From the first line of the entries below through the line holding "position:relative; width:926px; height:2082px;", write out every line exactly, please, and leave out the pictures.

*** STORED DATA ***

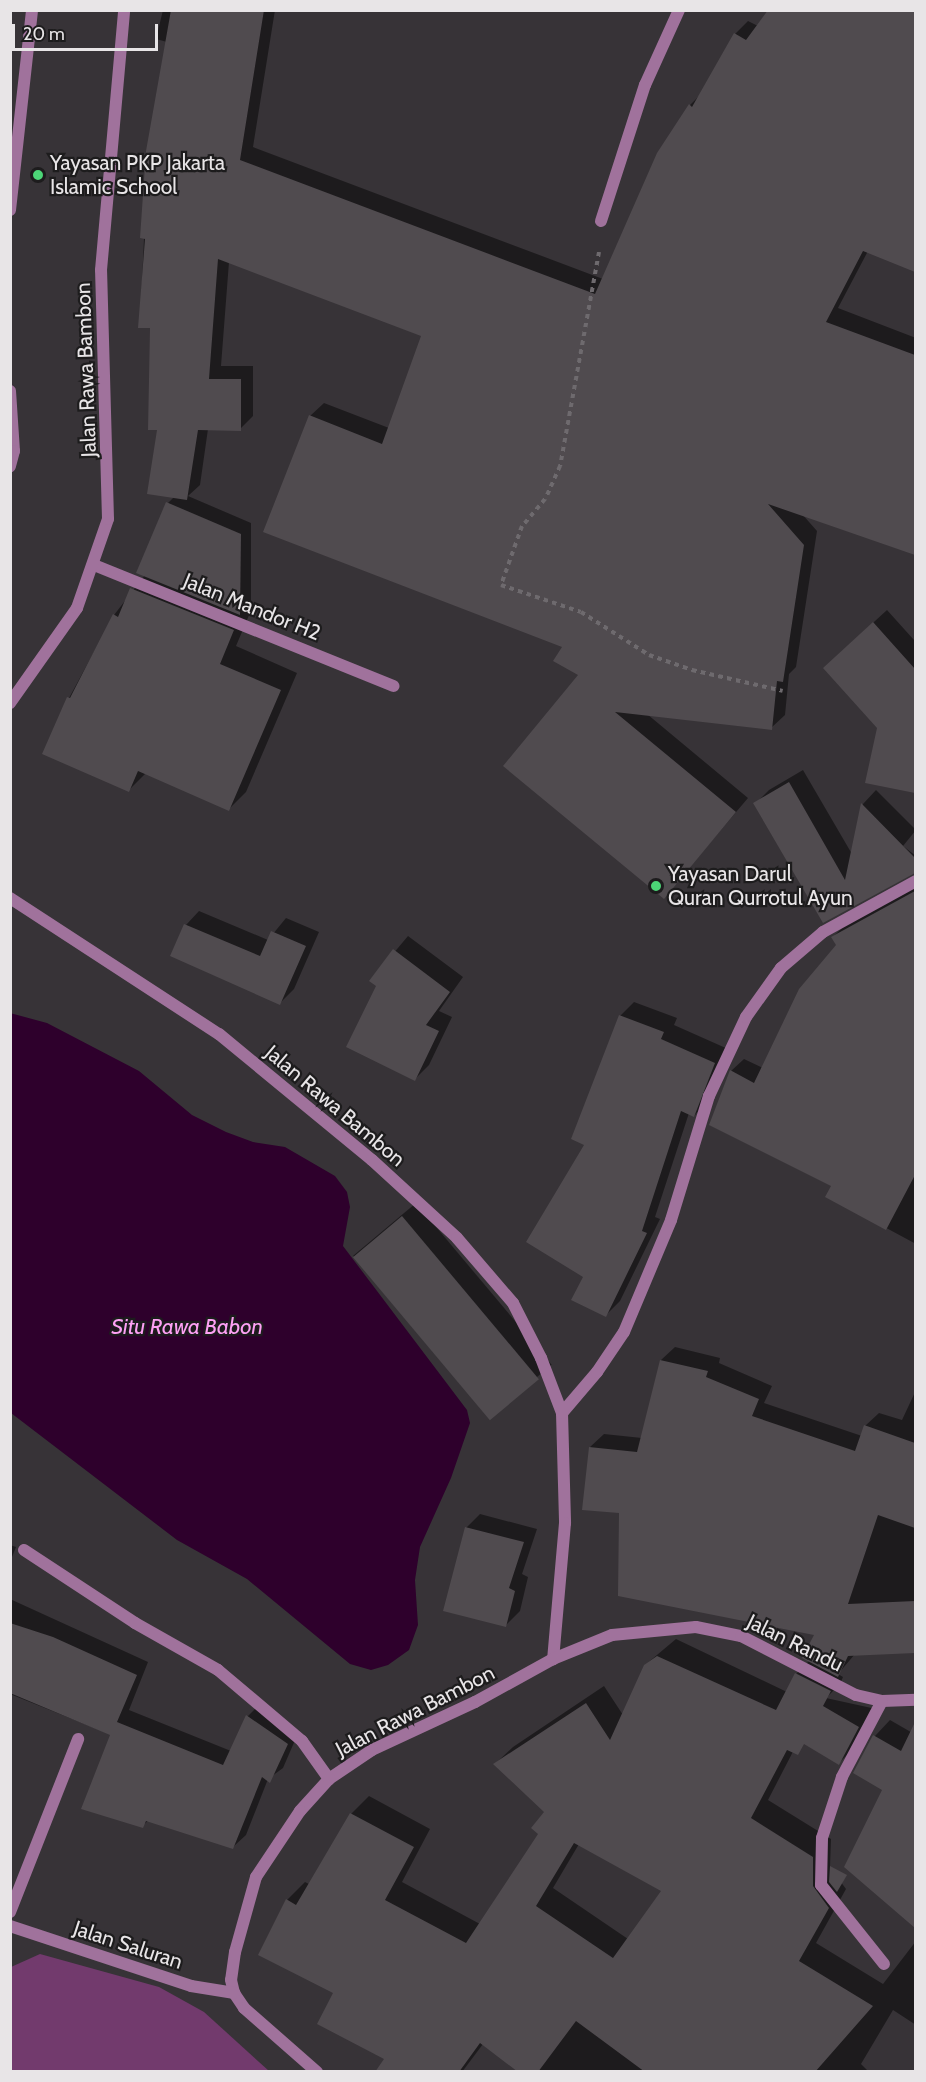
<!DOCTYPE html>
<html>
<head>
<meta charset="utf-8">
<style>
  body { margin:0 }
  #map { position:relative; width:926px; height:2082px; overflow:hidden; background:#373337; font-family:Cabin,sans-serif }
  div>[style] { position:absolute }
  .green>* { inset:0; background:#723a6d }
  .water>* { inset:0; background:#2e002c }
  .shadow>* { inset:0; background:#0007; transform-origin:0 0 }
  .building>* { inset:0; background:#504b4f; transform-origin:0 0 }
  .path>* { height:4px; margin-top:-2px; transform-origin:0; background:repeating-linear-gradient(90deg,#6e6a6e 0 4.5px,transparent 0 9px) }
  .service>* { height:12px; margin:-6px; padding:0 6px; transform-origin:6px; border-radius:6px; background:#a0729c }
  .minor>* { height:12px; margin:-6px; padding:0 6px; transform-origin:6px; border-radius:6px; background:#a0729c }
  .dots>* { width:16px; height:16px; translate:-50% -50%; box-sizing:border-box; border:3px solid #1d1c1d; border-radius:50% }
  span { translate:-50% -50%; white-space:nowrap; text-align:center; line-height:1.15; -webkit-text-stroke:4.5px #1d1c1d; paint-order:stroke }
  .poi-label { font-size:21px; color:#e8e5e7 }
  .left { translate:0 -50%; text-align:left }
  .street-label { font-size:21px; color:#e8e5e7 }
  .water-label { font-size:22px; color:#fda0f4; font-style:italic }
  .frame { position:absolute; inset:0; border:12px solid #e8e5e7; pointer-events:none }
  .scale { position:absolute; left:12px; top:24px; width:146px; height:27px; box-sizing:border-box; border:3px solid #e8e5e7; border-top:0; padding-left:8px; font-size:18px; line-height:21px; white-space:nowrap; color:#e8e5e7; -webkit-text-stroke:4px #1d1c1d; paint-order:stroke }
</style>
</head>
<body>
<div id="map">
  <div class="green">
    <i style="clip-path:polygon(40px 1954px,159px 1987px,204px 2012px,269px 2071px,11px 2071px,11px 1967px)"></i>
  </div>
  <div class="water">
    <i style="clip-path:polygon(10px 1013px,47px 1023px,139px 1071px,192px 1115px,226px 1132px,253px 1142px,285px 1147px,335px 1176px,347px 1192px,350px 1207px,343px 1246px,467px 1410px,470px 1423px,451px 1478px,420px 1547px,415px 1580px,418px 1625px,409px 1650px,388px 1665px,371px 1670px,350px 1664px,247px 1579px,177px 1540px,11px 1413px)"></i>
  </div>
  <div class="shadow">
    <i style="clip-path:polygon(163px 10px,275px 10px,253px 147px,603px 279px,690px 105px,701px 94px,735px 34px,748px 21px,758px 26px,770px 10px,916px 10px,916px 271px,868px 251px,838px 308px,916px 338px,916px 542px,907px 550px,802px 514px,817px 531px,796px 667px,789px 674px,785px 715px,771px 728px,647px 714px,748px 798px,664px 897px,580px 675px,564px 647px,310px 416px,324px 403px,389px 428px,423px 336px,229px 262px,221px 366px,253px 366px,253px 416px,240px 429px,208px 429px,200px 485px,188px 496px,251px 523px,251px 602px,243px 610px,250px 613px,236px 646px,297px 673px,246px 792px,229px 809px,146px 773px,129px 790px,69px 698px,114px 615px,145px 575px,168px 503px,175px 496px,159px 429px,151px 327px,140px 326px,148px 151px,167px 42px,156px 39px)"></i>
    <i style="clip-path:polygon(887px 610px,914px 640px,916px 636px,916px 745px,879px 728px,838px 655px)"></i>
    <i style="clip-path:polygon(803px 770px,852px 854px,863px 804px,876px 790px,916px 830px,903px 846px,916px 856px,916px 867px,907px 875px,823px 921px,755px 804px,769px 790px)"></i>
    <i style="clip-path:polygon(916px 886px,916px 1244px,827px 1196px,833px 1185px,731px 1071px,744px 1059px,763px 1068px,837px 946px,833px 937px,845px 925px)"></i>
    <i style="clip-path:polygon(199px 911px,268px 940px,286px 918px,319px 932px,294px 989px,280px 1003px,186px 925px)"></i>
    <i style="clip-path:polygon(408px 936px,463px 977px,439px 1011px,452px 1017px,429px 1065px,415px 1079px,378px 985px,371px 980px)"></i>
    <i style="clip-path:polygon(634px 1002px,677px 1018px,674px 1025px,728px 1049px,707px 1102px,694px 1116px,689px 1113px,655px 1217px,660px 1219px,620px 1301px,606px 1315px,585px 1276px,586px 1145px,620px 1016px)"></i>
    <i style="left:416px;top:1203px;width:211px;height:82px;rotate:50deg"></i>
    <i style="clip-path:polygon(evenodd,675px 1347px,720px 1358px,719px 1363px,772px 1386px,764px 1403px,862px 1436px,865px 1426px,879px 1413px,902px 1420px,916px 1390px,916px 1652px,855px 1654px,838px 1674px,843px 1677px,840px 1684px,826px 1698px,876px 1709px,857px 1745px,839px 1763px,799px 1740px,768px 1800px,831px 1839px,830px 1867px,846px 1889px,816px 1943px,883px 1984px,916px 1941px,916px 2025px,893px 2010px,861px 2064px,869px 2072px,520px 2072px,483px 2044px,462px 2072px,376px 2072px,386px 2058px,335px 1992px,287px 1900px,305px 1882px,309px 1884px,351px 1814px,369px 1796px,430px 1829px,402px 1882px,480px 1924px,540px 1834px,546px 1811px,495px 1764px,513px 1747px,604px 1686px,623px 1715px,645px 1665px,676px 1639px,787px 1692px,796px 1674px,810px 1660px,816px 1634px,621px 1512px,590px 1447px,604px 1434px,642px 1438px,661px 1360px,675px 1347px,579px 1844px,664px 1890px,628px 1939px,553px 1888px,579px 1844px)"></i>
    <i style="clip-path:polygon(480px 1514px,537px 1529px,522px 1574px,528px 1577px,520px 1611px,506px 1625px,466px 1528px)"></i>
    <i style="clip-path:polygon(10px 1545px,16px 1547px,10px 1562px)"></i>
    <i style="clip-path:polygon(10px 1599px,148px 1662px,129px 1710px,231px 1751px,248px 1716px,260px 1704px,299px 1731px,283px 1768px,268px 1779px,246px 1835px,233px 1847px,149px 1820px,142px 1826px,112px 1735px,10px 1694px)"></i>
    <i style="clip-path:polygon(890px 1720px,916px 1735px,916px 1904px,899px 1892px,875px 1736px)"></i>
  </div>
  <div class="building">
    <i style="clip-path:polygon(171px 10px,264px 10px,240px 160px,595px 294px,657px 153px,689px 104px,692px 107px,734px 33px,746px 40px,768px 10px,915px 10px,915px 272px,863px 251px,826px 322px,915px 355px,915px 555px,768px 504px,804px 545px,783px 682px,777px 681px,772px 730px,615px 712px,736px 812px,664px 899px,503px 766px,578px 675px,553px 661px,562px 647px,263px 532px,309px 415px,382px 444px,421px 336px,218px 259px,209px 379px,241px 379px,241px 431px,198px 430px,187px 500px,147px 494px,157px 430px,148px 430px,150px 328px,138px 328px,145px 239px,140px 238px,146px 151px)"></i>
    <i style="clip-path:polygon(166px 502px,241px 534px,240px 615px,136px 573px)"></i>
    <i style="clip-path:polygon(130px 588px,234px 630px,220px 664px,281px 690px,229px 811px,138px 771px,129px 792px,42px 754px,67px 697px,70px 698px,113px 614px,118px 617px)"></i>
    <i style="clip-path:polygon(873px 622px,915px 669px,915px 793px,865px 783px,877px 728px,823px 668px)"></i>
    <i style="clip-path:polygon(789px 782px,845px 880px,861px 803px,915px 858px,915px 873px,823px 923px,753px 803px)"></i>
    <i style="clip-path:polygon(915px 891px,915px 1175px,886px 1230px,825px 1197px,831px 1186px,709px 1125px,730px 1070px,754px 1083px,799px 989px,836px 945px,831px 937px)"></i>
    <i style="clip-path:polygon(184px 924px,260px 956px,271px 931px,306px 946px,280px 1005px,170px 956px)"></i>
    <i style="clip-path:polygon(393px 949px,450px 992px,426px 1025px,439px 1031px,415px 1081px,346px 1047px,376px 986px,369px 981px)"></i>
    <i style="clip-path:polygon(619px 1015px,664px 1032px,661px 1039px,715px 1063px,694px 1117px,681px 1111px,642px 1231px,647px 1233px,606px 1317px,571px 1300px,583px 1277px,526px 1242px,584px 1145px,571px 1139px)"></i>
    <i style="left:402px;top:1216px;width:213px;height:64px;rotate:50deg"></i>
    <i style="clip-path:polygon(660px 1360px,708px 1371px,706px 1377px,759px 1399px,752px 1416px,855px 1451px,864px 1425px,915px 1443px,915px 1528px,878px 1515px,848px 1604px,915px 1601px,915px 1653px,848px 1656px,838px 1677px,802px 1658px,814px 1635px,618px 1596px,619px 1513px,582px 1510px,589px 1447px,637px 1452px)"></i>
    <i style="clip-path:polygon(465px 1527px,524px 1542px,509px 1588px,515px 1591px,506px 1627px,443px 1611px)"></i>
    <i style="clip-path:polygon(10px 1623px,53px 1637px,137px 1675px,117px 1722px,223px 1765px,246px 1715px,288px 1744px,270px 1783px,262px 1777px,233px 1849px,146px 1821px,143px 1828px,81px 1809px,110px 1735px,10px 1693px)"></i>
    <i style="clip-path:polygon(evenodd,657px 1656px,776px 1710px,795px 1673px,831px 1691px,823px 1706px,859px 1727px,839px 1765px,804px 1744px,798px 1755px,787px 1750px,751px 1818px,813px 1857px,813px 1886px,829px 1908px,799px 1961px,873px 2006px,815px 2072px,645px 2072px,576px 2021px,538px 2072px,518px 2072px,480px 2043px,459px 2072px,375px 2072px,384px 2059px,317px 2024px,333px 1993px,258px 1955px,286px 1899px,296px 1905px,350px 1813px,414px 1847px,385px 1900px,466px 1943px,538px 1834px,531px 1828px,544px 1812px,493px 1764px,586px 1703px,610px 1740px,644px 1665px,657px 1656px,574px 1843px,661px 1891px,613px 1958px,536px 1906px,574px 1843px)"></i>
    <i style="clip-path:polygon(915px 1722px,915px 1928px,844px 1867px,882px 1790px,853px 1773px,873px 1735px,901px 1751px)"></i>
    <i style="clip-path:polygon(830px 1866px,847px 1875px,837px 1892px,829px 1882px)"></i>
  </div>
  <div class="path">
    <i style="left:599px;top:252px;width:218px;rotate:100.3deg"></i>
    <i style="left:560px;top:466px;width:36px;rotate:114deg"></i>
    <i style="left:545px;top:499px;width:35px;rotate:130deg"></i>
    <i style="left:522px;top:526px;width:63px;rotate:109.6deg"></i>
    <i style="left:501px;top:585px;width:84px;rotate:18.6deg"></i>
    <i style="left:581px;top:612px;width:80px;rotate:32.3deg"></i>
    <i style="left:649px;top:655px;width:46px;rotate:19.2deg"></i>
    <i style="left:692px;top:670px;width:93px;rotate:13deg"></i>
  </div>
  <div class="service">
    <i style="left:10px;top:210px;width:201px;rotate:-83.7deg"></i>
    <i style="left:10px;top:391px;width:60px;rotate:86.2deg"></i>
    <i style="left:14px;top:451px;width:16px;rotate:105deg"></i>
  </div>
  <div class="minor">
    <i style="left:601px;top:221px;width:143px;rotate:-72.1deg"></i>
    <i style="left:645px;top:85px;width:82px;rotate:-65.6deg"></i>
    <i style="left:94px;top:565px;width:323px;rotate:22deg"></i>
    <i style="left:10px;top:703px;width:116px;rotate:-54.8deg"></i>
    <i style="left:77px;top:608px;width:94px;rotate:-70.8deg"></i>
    <i style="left:108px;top:519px;width:249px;rotate:-91.6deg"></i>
    <i style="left:101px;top:270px;width:261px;rotate:-84.9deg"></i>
    <i style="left:10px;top:898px;width:249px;rotate:33.1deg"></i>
    <i style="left:219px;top:1034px;width:198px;rotate:39.5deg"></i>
    <i style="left:372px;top:1160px;width:115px;rotate:42.5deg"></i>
    <i style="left:457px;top:1238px;width:86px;rotate:49.3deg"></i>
    <i style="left:513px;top:1303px;width:62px;rotate:63deg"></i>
    <i style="left:541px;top:1358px;width:59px;rotate:69.1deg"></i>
    <i style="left:562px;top:1413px;width:110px;rotate:88.4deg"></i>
    <i style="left:565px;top:1523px;width:137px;rotate:95deg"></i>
    <i style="left:553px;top:1659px;width:89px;rotate:151.1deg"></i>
    <i style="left:475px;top:1702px;width:114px;rotate:155deg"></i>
    <i style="left:372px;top:1750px;width:52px;rotate:146deg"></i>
    <i style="left:329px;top:1779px;width:43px;rotate:132.2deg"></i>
    <i style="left:300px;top:1811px;width:79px;rotate:123.7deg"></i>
    <i style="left:256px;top:1877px;width:78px;rotate:105.6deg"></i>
    <i style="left:235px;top:1952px;width:28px;rotate:98deg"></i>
    <i style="left:231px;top:1980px;width:13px;rotate:77deg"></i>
    <i style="left:234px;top:1993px;width:18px;rotate:56deg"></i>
    <i style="left:244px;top:2008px;width:97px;rotate:41.2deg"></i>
    <i style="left:562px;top:1413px;width:54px;rotate:-49.5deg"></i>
    <i style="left:597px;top:1372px;width:48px;rotate:-56deg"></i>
    <i style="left:624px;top:1332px;width:121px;rotate:-67.2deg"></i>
    <i style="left:671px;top:1220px;width:130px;rotate:-73deg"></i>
    <i style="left:709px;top:1096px;width:87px;rotate:-64.9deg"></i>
    <i style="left:746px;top:1017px;width:60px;rotate:-54.5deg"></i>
    <i style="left:781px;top:968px;width:55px;rotate:-40.6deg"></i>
    <i style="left:823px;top:932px;width:106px;rotate:-28.7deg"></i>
    <i style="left:24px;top:1550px;width:133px;rotate:33.3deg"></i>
    <i style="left:135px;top:1623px;width:95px;rotate:29.5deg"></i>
    <i style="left:218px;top:1670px;width:110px;rotate:40.2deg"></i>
    <i style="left:302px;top:1741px;width:47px;rotate:54.6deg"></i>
    <i style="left:553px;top:1659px;width:64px;rotate:-22.1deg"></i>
    <i style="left:612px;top:1635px;width:84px;rotate:-5.4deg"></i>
    <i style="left:696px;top:1627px;width:46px;rotate:11.3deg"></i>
    <i style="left:741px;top:1636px;width:129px;rotate:27.2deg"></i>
    <i style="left:856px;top:1695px;width:27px;rotate:13deg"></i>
    <i style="left:882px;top:1701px;width:34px;rotate:-2deg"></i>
    <i style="left:882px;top:1701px;width:86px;rotate:117.8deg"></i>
    <i style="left:842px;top:1777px;width:64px;rotate:108.2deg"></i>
    <i style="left:822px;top:1838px;width:47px;rotate:91.2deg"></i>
    <i style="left:821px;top:1885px;width:101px;rotate:51.4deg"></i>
    <i style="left:10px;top:1912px;width:186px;rotate:-68.5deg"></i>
    <i style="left:10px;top:1926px;width:191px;rotate:18.3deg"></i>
    <i style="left:191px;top:1986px;width:44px;rotate:9.2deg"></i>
  </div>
  <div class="dots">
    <i style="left:38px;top:175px;background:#4cd677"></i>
    <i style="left:656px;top:886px;background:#4cd677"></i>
  </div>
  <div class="poi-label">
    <span class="left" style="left:50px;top:175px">Yayasan PKP Jakarta<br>Islamic School</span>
    <span class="left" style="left:668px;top:886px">Yayasan Darul<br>Quran Qurrotul Ayun</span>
  </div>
  <div class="street-label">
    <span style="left:86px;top:370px;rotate:-92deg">Jalan Rawa Bambon</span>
    <span style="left:252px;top:607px;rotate:22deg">Jalan Mandor H2</span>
    <span style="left:335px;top:1106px;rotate:40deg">Jalan Rawa Bambon</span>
    <span style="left:795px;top:1643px;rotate:26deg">Jalan Randu</span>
    <span style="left:415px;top:1711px;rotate:-27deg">Jalan Rawa Bambon</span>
    <span style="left:128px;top:1945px;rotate:18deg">Jalan Saluran</span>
  </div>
  <div class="water-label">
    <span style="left:187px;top:1327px">Situ Rawa Babon</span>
  </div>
  <div class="frame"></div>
  <div class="scale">20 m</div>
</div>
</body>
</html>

*** End of STORED DATA ***

▸ ANSWER SPACE:
<!DOCTYPE html>
<html>
<head>
<meta charset="utf-8">
<style>
  body { margin:0 }
  #map { position:relative; width:926px; height:2082px; overflow:hidden; background:#373337; font-family:Cabin,sans-serif }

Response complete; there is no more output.